The Great Failure of Andrew Carnegie's Simplified Spelling Lobby - shortformblog
http://www.atlasobscura.com/articles/the-great-failure-of-andrew-carnegies-simplified-spelling-lobby
======
alricb
Some of Carnegie's reformed words were a bit silly in that they didn't account
for the systematic assimilation of the voicing of the consonant preceding /d/
in words ending in -ed.

So in the 30 words you get "askt", "fixt" and "shipt", but the phonology of
English makes the d -> t transition automatic, since k, x and p are unvoiced;
they are therefore followed by the unvoiced /t/, systematically.

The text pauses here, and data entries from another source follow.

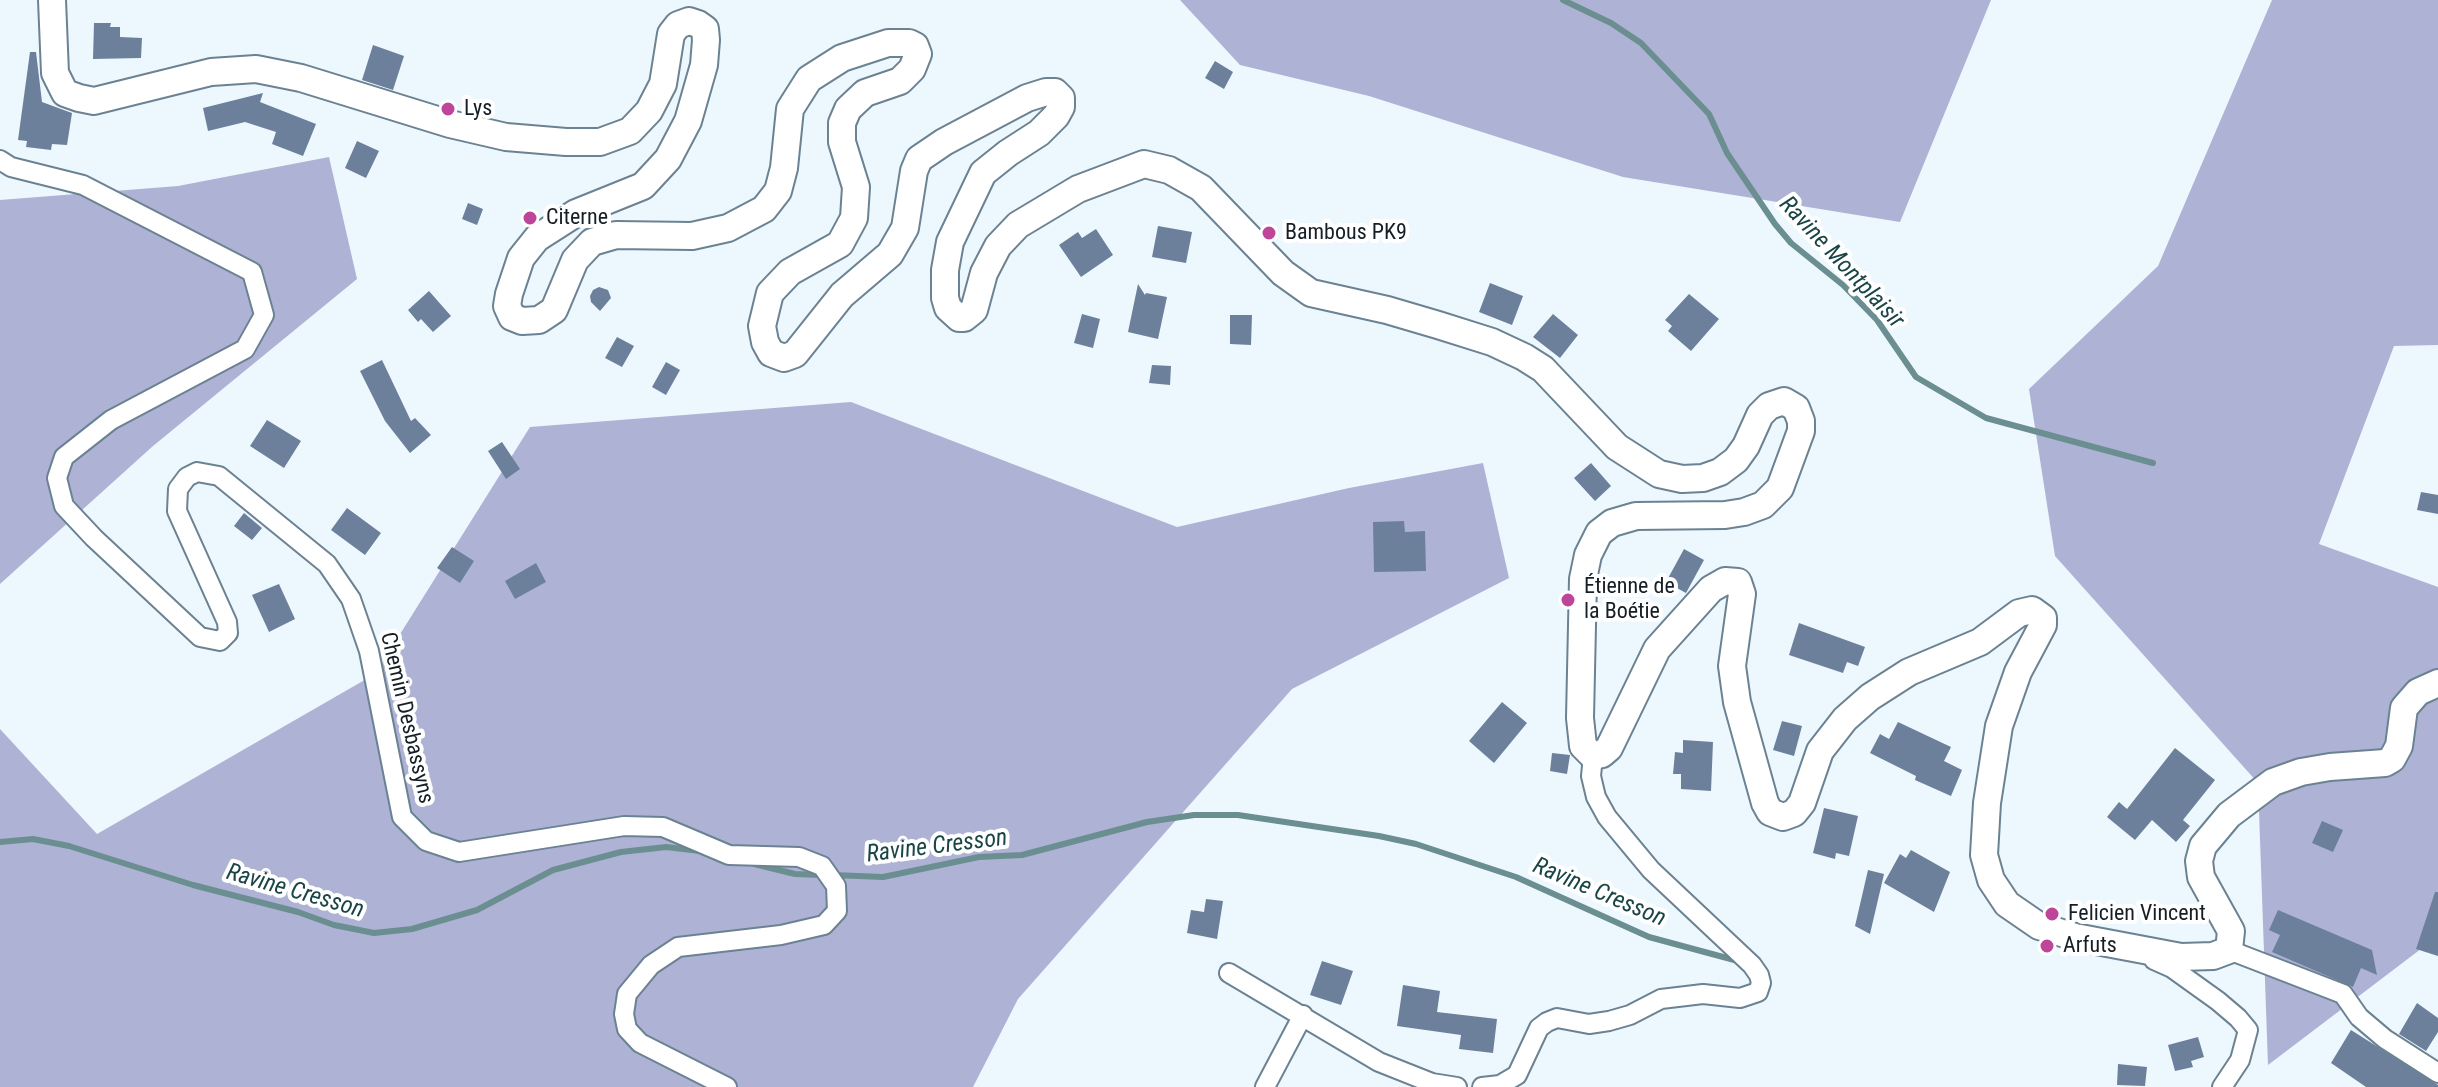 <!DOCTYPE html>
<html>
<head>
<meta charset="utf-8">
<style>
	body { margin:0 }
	canvas { display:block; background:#edf7fe }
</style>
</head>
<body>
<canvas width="2438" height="1087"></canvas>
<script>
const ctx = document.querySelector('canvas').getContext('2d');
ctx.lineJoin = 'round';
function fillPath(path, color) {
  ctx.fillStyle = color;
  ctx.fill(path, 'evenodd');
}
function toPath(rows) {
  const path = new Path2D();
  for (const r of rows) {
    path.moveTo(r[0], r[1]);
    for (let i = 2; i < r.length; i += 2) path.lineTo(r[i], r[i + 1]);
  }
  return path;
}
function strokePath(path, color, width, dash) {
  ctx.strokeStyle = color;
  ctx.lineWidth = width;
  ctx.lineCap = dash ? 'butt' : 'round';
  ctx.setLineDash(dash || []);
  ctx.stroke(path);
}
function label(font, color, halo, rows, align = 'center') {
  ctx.font = font + ' "Roboto Condensed",sans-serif';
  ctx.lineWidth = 8;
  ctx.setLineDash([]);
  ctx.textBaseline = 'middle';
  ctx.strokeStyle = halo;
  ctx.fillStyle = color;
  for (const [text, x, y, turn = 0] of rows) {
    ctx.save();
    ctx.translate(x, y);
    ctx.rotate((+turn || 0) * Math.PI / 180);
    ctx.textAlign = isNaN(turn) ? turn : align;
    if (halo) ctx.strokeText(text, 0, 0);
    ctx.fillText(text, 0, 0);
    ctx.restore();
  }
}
fillPath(toPath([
	[1180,0,1991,0,1900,222,1623,177,1369,96,1240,65],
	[2272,0,2438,0,2438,345,2394,346,2319,544,2438,587,2438,936,2268,1065,2258,783,2055,556,2029,389,2158,266],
	[329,157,357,279,153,446,0,584,0,200,178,186],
	[851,402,1177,527,1349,488,1483,463,1509,578,1292,689,1018,999,973,1087,0,1087,0,729,97,834,375,674,530,427]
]), '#aeb3d5');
strokePath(toPath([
	[1563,0,1611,23,1641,43,1709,114,1727,153,1775,224,1791,243,1843,285,1877,320,1916,377,1986,418,2153,463],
	[0,842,33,839,69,846,193,885,298,912,334,925,374,933,412,929,477,910,553,870,621,852,666,847,700,851],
	[754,864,795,874,821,875],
	[833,875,883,877,979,857,1022,855,1147,822,1194,815,1238,815,1379,836,1416,844,1516,877,1649,937,1738,961]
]), '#6b8e90', 6);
fillPath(toPath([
	[94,23,111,23,110,27,120,27,120,37,142,38,141,58,93,59],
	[373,45,404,56,393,90,362,80],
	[30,52,36,52,42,102,72,113,67,145,52,144,51,150,26,147,27,141,18,140],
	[1215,61,1233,72,1224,89,1205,78],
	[263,93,260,102,316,124,303,156,272,144,276,132,245,122,208,131,203,108],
	[357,141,379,151,366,178,345,168],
	[468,203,483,209,477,225,462,219],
	[1158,226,1192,232,1186,263,1152,257],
	[1096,229,1113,255,1081,277,1059,245,1078,232,1082,238],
	[1490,283,1523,296,1512,325,1479,312],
	[1138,284,1145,295,1146,293,1167,297,1158,339,1128,332],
	[599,287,608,290,611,298,600,311,591,302,590,296,593,290],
	[429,291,451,316,433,332,421,319,418,322,408,310],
	[1689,294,1719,319,1691,351,1668,331,1672,326,1665,320],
	[1082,314,1100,319,1093,348,1074,343],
	[1553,314,1578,335,1560,358,1533,337],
	[1230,315,1252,315,1251,345,1230,344],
	[617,337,634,346,622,367,605,358],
	[382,360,411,421,415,418,431,435,410,453,385,421,360,371],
	[666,362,680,370,666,395,652,387],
	[1152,365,1171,366,1170,385,1149,383],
	[267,420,301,441,284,468,250,446],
	[502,442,520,469,506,479,488,451],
	[1591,463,1611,486,1595,501,1574,478],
	[2421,492,2438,495,2438,514,2417,510],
	[347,508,381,533,365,555,331,530],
	[244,513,262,528,252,540,234,526],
	[1404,521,1405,532,1425,531,1426,571,1374,572,1373,522],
	[452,547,474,561,460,583,437,568],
	[1684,549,1704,560,1686,593,1666,582],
	[536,563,546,582,515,599,505,581],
	[279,584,295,619,269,632,252,595],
	[1799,623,1865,647,1858,666,1847,662,1843,673,1789,655],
	[1502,702,1527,723,1494,763,1469,741],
	[1782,721,1802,726,1794,756,1773,750],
	[1898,722,1951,747,1944,761,1962,770,1951,796,1915,780,1916,776,1870,753,1880,734,1889,739],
	[1683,740,1713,742,1711,791,1681,789,1681,774,1673,774,1675,752,1683,753],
	[2175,748,2215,780,2183,820,2190,826,2176,842,2152,820,2135,840,2107,817,2119,802,2127,809],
	[1552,753,1570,755,1567,774,1550,771],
	[1824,808,1858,816,1849,856,1836,853,1835,859,1813,853],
	[2322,821,2343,830,2333,852,2312,843],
	[1911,850,1950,872,1934,912,1884,883,1900,854,1906,858],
	[1868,870,1884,874,1870,934,1855,926],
	[2435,892,2438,892,2438,956,2416,949],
	[1206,899,1223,901,1217,939,1187,933,1191,910,1204,912],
	[2278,910,2372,950,2377,975,2361,968,2353,987,2272,952,2280,935,2269,930],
	[1322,961,1353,971,1341,1005,1310,995],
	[1403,985,1440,991,1437,1012,1497,1019,1493,1053,1459,1049,1461,1035,1397,1026],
	[2417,1003,2438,1018,2438,1032,2426,1051,2399,1034],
	[2351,1030,2438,1085,2438,1087,2366,1087,2331,1063],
	[2198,1037,2204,1057,2191,1061,2193,1067,2175,1071,2168,1045],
	[2118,1064,2147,1067,2145,1086,2117,1085]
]), '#6c809c');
const minor = toPath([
	[0,160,11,167,83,185,252,272,264,315,245,349,111,420,64,457,57,478,64,506,94,538,200,637,220,641,228,633,227,622,177,511,178,489,187,477,197,472,219,476,327,564,351,599,369,651,402,817,426,841,459,852,624,826,663,827,729,855,799,857,822,866,836,886,837,911,824,925,781,935,678,947,651,965,627,994,624,1014,627,1029,640,1043,727,1087],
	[2229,950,2343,994,2359,1017,2385,1039,2438,1073],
	[2154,960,2172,968,2218,1001,2238,1018,2248,1030,2240,1060,2222,1087],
	[1229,973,1379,1062,1432,1083,1457,1087],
	[1265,1087,1303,1015],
	[1482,1087,1500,1085,1517,1075,1539,1028,1547,1022,1557,1018,1589,1024,1609,1021,1630,1015,1661,999,1703,994,1740,998,1758,992,1761,983,1759,975,1752,965,1651,870,1607,817,1596,797,1591,776,1593,756]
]);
const secondary = toPath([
	[52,0,55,73,65,93,79,98,94,101,211,72,256,69,301,78,450,124,506,137,566,142,600,142,630,131,649,111,663,84,671,34,678,25,689,21,698,24,705,29,706,40,704,65,688,121,668,159,643,186,576,213,537,238,521,258,509,294,507,306,512,317,522,321,539,320,554,310,575,260,592,242,616,235,692,236,728,228,764,209,778,191,784,168,790,109,809,79,842,58,888,43,909,43,915,46,918,54,912,69,900,81,865,93,848,109,842,123,842,142,856,187,854,218,840,244,790,272,770,293,762,326,765,342,771,353,784,358,795,354,842,295,890,254,905,228,914,171,919,159,944,142,1027,98,1046,92,1055,92,1061,98,1061,107,1056,116,1039,133,1008,153,983,173,950,242,945,270,945,298,948,308,959,318,964,318,974,310,984,273,998,246,1018,225,1078,189,1144,164,1169,170,1201,188,1283,273,1311,293,1387,310,1438,325,1492,342,1524,357,1543,369,1617,447,1659,474,1682,479,1703,478,1720,472,1736,460,1746,446,1760,415,1769,406,1784,401,1796,408,1801,421,1801,431,1780,488,1763,505,1744,512,1725,515,1636,516,1612,523,1599,533,1588,555,1583,579,1580,718,1583,746,1593,756,1602,754,1609,748,1657,649,1711,589,1725,581,1738,582,1742,594,1732,666,1737,702,1765,803,1770,812,1783,817,1794,813,1802,803,1820,751,1845,719,1870,697,1909,672,1980,642,2019,613,2032,610,2043,618,2043,625,2018,672,1999,726,1987,803,1984,855,1991,880,2007,904,2039,926,2075,937,2181,957,2213,956,2229,950,2231,931,2201,877,2199,861,2203,846,2229,815,2273,782,2301,772,2330,767,2385,763,2392,759,2399,746,2404,708,2418,692,2438,683]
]);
strokePath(minor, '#6b8292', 22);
strokePath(secondary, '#6b8292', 30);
strokePath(minor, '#fff', 18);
strokePath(secondary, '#fff', 26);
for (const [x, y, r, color] of [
	[448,109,8,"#bd459a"],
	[530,218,8,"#bd459a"],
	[1269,233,8,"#bd459a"],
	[1568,600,8,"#bd459a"],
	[2052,914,8,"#bd459a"],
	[2047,946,8,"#bd459a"]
]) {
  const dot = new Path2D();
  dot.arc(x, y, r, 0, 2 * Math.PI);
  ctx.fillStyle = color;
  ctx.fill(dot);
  strokePath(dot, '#fff', 3);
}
label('22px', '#151e24', '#fff', [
	["Lys",464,109],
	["Citerne",546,218],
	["Bambous PK9",1285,233],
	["Étienne de",1584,587],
	["la Boétie",1584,612],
	["Felicien Vincent",2068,914],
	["Arfuts",2063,946]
], 'left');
label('22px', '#151e24', '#fff', [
	["Chemin Desbassyns",406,718,77]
]);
label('italic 24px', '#194545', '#fff', [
	["Ravine Montplaisir",1841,263,47],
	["Ravine Cresson",937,847,-7],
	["Ravine Cresson",295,892,16],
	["Ravine Cresson",1599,893,23]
]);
</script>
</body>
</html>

By using "t" there, they actually complicated spelling, since they break the
"just add -ed" rule for the past participle.

I think they might have done better by de-Frenchifying English, by removing
supernumerary letters in words like "programme" (which they suggested, and
which is actually common these days) and maybe get rid of vestigial greek
spelling like they did in Spanish (like telefone, which they suggested):
filip, filosofy, sycology...

------
imglorp
This audience might be interested in another spelling reformer, George Bernard
Shaw, who funded a phonetic writing system with a non-latin character set
called Shavian. A more practical revision of Shavian was Quikscript. A print
book was published in Shavian (I have a copy :-) and there are fonts available
for both systems.

[https://en.wikipedia.org/wiki/Shavian_alphabet](https://en.wikipedia.org/wiki/Shavian_alphabet)

[https://en.wikipedia.org/wiki/Quikscript](https://en.wikipedia.org/wiki/Quikscript)